WORK REQUIRED: Copy the data that follows exactly as it is, excluding all pictures.

___ ENTRIES SHOWN ___

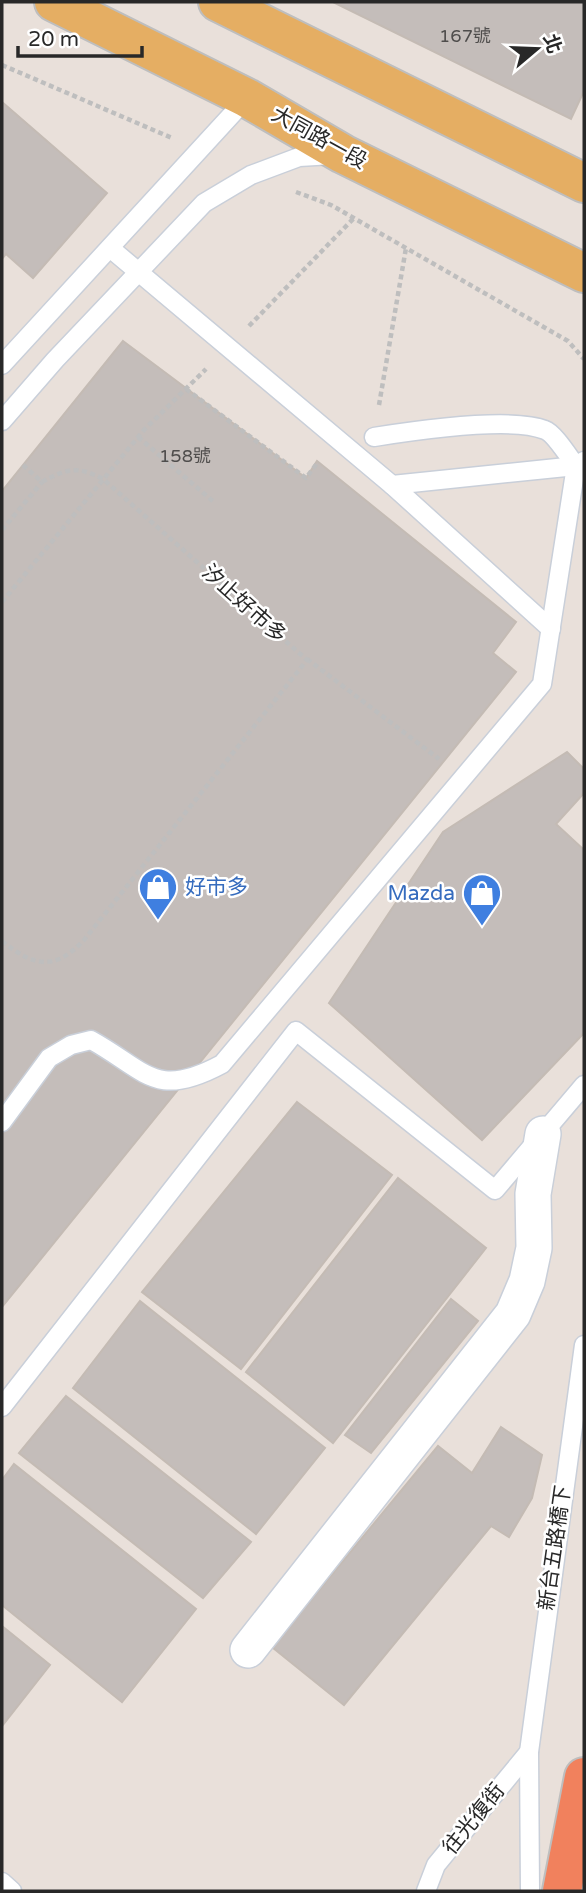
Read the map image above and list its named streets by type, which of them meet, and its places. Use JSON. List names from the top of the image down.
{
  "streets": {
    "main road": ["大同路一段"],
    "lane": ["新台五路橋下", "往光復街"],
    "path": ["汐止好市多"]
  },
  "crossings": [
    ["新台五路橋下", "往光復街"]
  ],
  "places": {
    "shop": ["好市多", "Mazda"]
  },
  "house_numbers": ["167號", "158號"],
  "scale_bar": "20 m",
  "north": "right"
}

___

ANSWER FOR THIS EXERCISE:
Read the map image above and list its named streets by type, which of them meet, and its places. Use JSON. List names from the top of the image down.
{
  "streets": {
    "main road": ["大同路一段"],
    "lane": ["新台五路橋下", "往光復街"],
    "path": ["汐止好市多"]
  },
  "crossings": [
    ["新台五路橋下", "往光復街"]
  ],
  "places": {
    "shop": ["好市多", "Mazda"]
  },
  "house_numbers": ["167號", "158號"],
  "scale_bar": "20 m",
  "north": "right"
}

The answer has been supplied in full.